The Brain Injuries in Greater East Texas (BIGTEX) criteria were developed to identify patients with mild traumatic brain injury (mTBI) who may be managed at Level IV trauma centers (L4TCs). This study compared outcomes of mTBI patients treated at a Level I trauma center (L1TC) vs affiliated L4TCs.
A 10-year retrospective review of mTBI admissions was performed. Patients were grouped by location: L1TC or L4TC. Adverse events included neurological deterioration, worsening CT scan, neurosurgical intervention, or death. At L4TCs, patients received routine emergency care with neurological assessments performed by trauma-trained staff. Decisions to transfer were made by the treating emergency physician, independently or in consultation with the affiliated L1TC, using established transfer pathways.

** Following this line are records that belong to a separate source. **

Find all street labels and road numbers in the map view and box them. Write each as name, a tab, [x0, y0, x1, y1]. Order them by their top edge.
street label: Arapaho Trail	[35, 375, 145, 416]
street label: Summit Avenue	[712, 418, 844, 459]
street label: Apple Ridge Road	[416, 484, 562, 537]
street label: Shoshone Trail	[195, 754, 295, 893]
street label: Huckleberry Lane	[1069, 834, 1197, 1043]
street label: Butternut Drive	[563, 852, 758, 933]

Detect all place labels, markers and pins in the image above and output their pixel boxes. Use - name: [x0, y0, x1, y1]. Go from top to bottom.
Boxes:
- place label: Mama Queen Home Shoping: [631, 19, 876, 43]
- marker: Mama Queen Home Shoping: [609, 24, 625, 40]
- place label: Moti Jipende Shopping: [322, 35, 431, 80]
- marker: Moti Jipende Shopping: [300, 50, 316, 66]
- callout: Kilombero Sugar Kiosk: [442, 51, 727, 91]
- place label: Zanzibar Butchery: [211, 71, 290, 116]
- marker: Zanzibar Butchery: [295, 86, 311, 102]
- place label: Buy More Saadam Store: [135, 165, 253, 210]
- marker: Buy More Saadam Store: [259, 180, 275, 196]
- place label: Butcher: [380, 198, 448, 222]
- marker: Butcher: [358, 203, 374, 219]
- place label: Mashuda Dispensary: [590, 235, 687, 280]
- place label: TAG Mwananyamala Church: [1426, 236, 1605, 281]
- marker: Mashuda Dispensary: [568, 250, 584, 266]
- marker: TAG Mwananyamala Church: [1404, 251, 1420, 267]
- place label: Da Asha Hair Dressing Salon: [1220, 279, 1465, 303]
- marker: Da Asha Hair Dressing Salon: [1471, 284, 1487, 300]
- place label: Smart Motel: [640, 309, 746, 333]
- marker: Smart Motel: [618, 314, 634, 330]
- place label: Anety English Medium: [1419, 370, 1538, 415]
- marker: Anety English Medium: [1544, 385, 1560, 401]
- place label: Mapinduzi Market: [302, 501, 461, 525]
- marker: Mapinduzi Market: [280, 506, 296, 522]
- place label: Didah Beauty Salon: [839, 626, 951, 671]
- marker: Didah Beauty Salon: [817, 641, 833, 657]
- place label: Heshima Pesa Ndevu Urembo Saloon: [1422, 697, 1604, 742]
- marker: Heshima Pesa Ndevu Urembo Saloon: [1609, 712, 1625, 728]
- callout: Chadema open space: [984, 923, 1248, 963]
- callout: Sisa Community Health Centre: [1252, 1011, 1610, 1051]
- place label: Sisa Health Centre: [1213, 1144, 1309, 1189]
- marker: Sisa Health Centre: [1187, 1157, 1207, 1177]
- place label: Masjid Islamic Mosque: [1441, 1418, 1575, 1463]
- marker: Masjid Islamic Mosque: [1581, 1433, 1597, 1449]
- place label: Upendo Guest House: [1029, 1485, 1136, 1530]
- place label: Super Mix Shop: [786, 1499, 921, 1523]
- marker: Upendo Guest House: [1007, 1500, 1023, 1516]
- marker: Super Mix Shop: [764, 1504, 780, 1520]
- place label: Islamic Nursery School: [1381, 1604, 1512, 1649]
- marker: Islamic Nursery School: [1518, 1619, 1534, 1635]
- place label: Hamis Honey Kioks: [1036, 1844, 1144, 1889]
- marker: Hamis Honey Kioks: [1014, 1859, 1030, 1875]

Seventy-four patients were included: 63 treated at the L1TC and 11 at L4TCs. The L1TC group met BIGTEX criteria; several L4TC patients had minor deviations, including low-dose aspirin (n = 5), intraparenchymal hemorrhage 5-7 mm (n = 1), and subarachnoid hemorrhage (focal n = 1; diffuse n = 2). All presented with GCS 14-15, no intoxication, polytrauma, or skull fractures. All remained neurologically stable, with no neurosurgical interventions or deaths. L4TC patients had more CT scans (median 3 vs 2), slightly longer hospital stays (3 vs 2 days), shorter ICU stays (0 vs 2 days), and lower hospital charges ($30,236 vs $38,076).
Selected mTBI patients, including those with minor BIGTEX deviations, were managed at L4TCs without observed adverse outcomes. These findings support the feasibility of local management in carefully selected patients and warrant prospective validation in broader rural trauma populations.